IAN Simpkin has retired from Mt Clear College, and his last day at the school yesterday coincided with its Anzac Day ceremony.
He finished officially at the school and with the education department on Tuesday, after having spent the first term of this year on long service leave.
“It was nice to come in and see the Anzac Day service happen without me, and not having to do a thing.”
Mr Simpkin, a maths and physics teacher, was known for his work on the school’s relationship with a Gallipoli school.
Mr Simpkin first travelled to Gallipoli in 1998 and the next year decided to share the story of his trip with the students for Anzac Day.
“You could hear a pin drop,” he said.
From there, the ceremony grew.
“It’s absolutely amazing to see 1200 people stand there in absolute silence, paying their respects after the Last Post is played.”
Students travelled to Gallipoli, and Mr Simpkin helped form a sister-school relationship between Mt Clear College and Gallipoli High School in 2001.
In 2007 he was awarded an Anzac Peace Prize for his work establishing the sister school.
“I marvel and admire those that have gone before and done things that I could only imagine doing,” he said.

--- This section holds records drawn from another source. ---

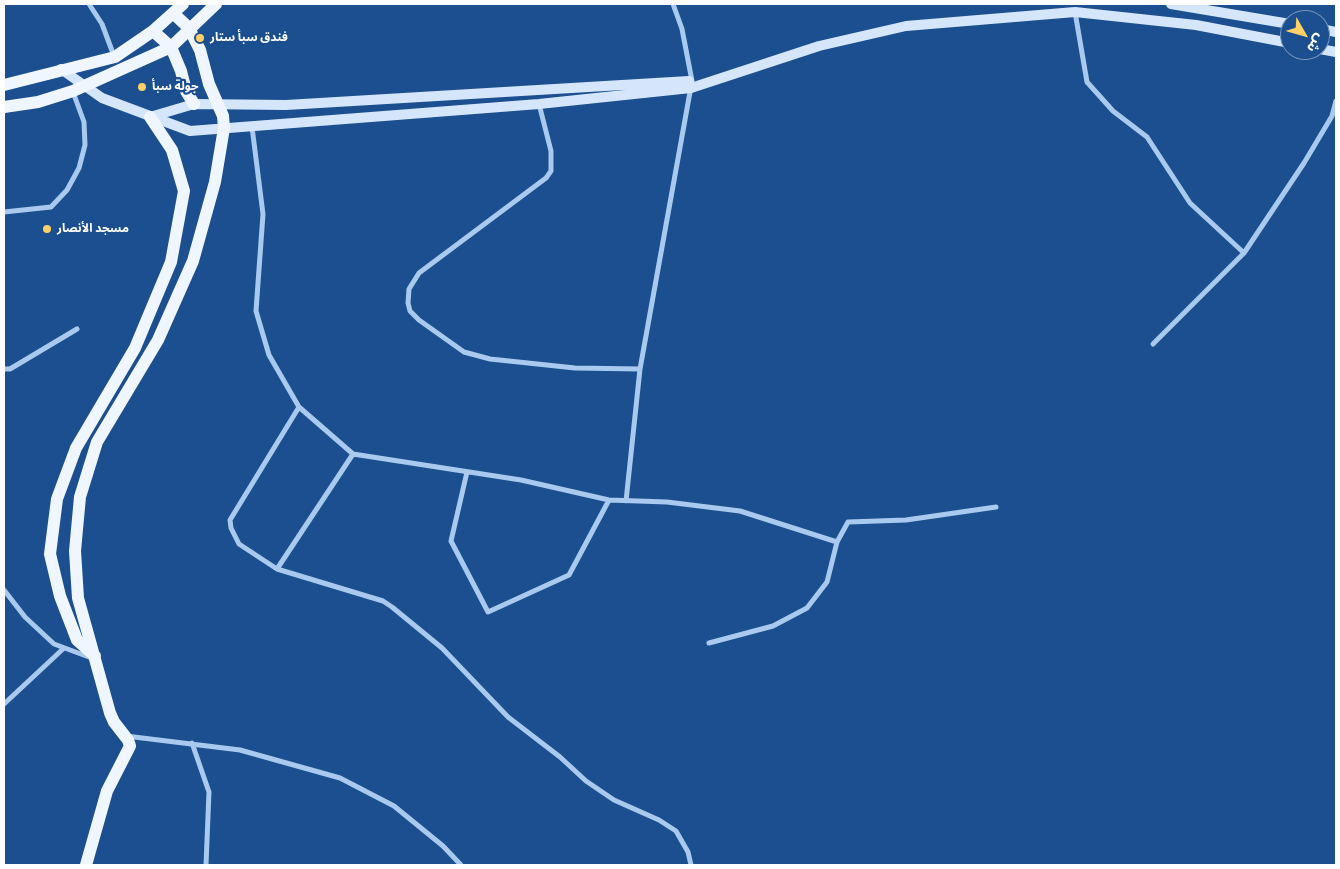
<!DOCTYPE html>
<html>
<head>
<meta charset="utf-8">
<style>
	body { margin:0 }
	#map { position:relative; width:1340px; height:869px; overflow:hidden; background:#1b4f8f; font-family:"Archivo Narrow","Noto Sans Arabic",sans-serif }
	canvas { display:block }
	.frame { position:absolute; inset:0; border:5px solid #fff; pointer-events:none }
	.north { position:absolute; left:1280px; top:10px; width:50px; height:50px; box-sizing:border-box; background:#1b4f8f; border:1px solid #7695bc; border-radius:50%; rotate:128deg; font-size:14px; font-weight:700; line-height:20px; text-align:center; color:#fff }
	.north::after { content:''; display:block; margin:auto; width:18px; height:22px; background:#ffd166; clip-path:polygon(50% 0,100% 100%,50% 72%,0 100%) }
</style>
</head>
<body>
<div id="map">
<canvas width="1340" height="869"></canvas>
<div class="frame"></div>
<div class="north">ش</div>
</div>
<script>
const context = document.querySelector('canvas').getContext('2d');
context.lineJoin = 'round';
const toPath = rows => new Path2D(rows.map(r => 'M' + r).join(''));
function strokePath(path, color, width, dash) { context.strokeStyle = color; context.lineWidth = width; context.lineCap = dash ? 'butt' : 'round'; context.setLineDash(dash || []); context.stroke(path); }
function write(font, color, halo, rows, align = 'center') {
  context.font = font + ' "Archivo Narrow","Noto Sans Arabic",sans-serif'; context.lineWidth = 4.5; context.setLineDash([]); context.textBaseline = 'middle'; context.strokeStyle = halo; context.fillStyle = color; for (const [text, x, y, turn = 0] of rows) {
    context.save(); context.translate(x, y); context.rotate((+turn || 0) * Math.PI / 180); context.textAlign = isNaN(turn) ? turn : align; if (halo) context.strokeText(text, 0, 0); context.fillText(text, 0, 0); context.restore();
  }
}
const street = toPath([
	[89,4,102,24,114,56],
	[1075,12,1087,82,1113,111,1147,137,1190,203,1244,253],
	[539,104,551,151,551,171,546,178,419,273,409,289,408,303,410,311,419,320,464,352,490,359,575,368,640,369],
	[252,127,263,214,256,311,269,355,299,407,353,454,521,480,609,500,667,502,740,511,837,542],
	[4,212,51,207,67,190,79,168,85,145,84,122,73,92],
	[1153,344,1244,253,1304,163,1332,116,1336,101],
	[4,369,10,369,77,329],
	[299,407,230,520,231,528,239,544,277,569,383,601,392,607,442,648,508,717,560,757,586,781,614,800,659,820,676,831,688,852,691,865],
	[467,472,451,541,488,612,569,575,609,500],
	[626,501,640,369,692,81,682,29,673,4],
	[277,569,353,454],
	[4,590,25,617,54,644,89,657],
	[709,643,773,626,807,608,827,582,837,542,848,522,906,520,996,507],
	[4,704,64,648],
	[126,736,240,750,340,778,394,806,443,846,461,865],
	[192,743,209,792,206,865]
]);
const secondary = toPath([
	[1171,4,1290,24],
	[1320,29,1336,32],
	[1320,49,1336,52],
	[61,69,102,98,190,131,539,104,691,88,819,46,906,26,1075,12,1196,25,1290,43],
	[150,117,194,104,286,105,689,81]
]);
const primary = toPath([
	[153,31,171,47,181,71,186,91,194,104],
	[4,85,115,57,153,31,183,4],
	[4,107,38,102,73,91,171,47,216,4],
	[95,656,77,640,60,596,50,554,57,499,76,448,135,348,171,262,184,191,172,150,150,117],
	[86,865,107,791,130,746,128,740,114,722,110,713,78,598,75,551,80,497,97,442,158,340,193,261,215,182,224,128,223,116,209,84,200,50,189,28,174,14]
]);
const markers = [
	[200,38,5,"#ffd166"],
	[142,87,5,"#ffd166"],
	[47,229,5,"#ffd166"]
];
const poiNames = [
	["فندق سبأ ستار",210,38],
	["جولة سبأ",152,87],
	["مسجد الأنصار",57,229]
];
strokePath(street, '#a9c9ee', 5);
strokePath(secondary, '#d6e6fa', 10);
strokePath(primary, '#f0f6ff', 12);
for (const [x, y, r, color] of markers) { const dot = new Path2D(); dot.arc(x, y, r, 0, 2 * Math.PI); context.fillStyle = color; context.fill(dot); strokePath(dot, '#1b4f8f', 2); }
write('bold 12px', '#fff', '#1b4f8f', poiNames, 'left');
</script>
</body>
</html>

There have also been two trips by Turkish students to Mt Clear.
On the first trip, they planted a pine tree at the front of the school, a descendant of the Lone Pine that stands at Gallipoli.
Mr Simpkin first started at Mt Clear College in 1988, but spent a total of 42 years with the educationdepartment.
“I’ve always enjoyed teaching at the school,” he said.
“I’ll miss that relationship that I was able to have with students and teaching them.”
Mr Simpkin said all he ever wanted to be was a good teacher.
“That was my primary purpose: to be a good teacher.”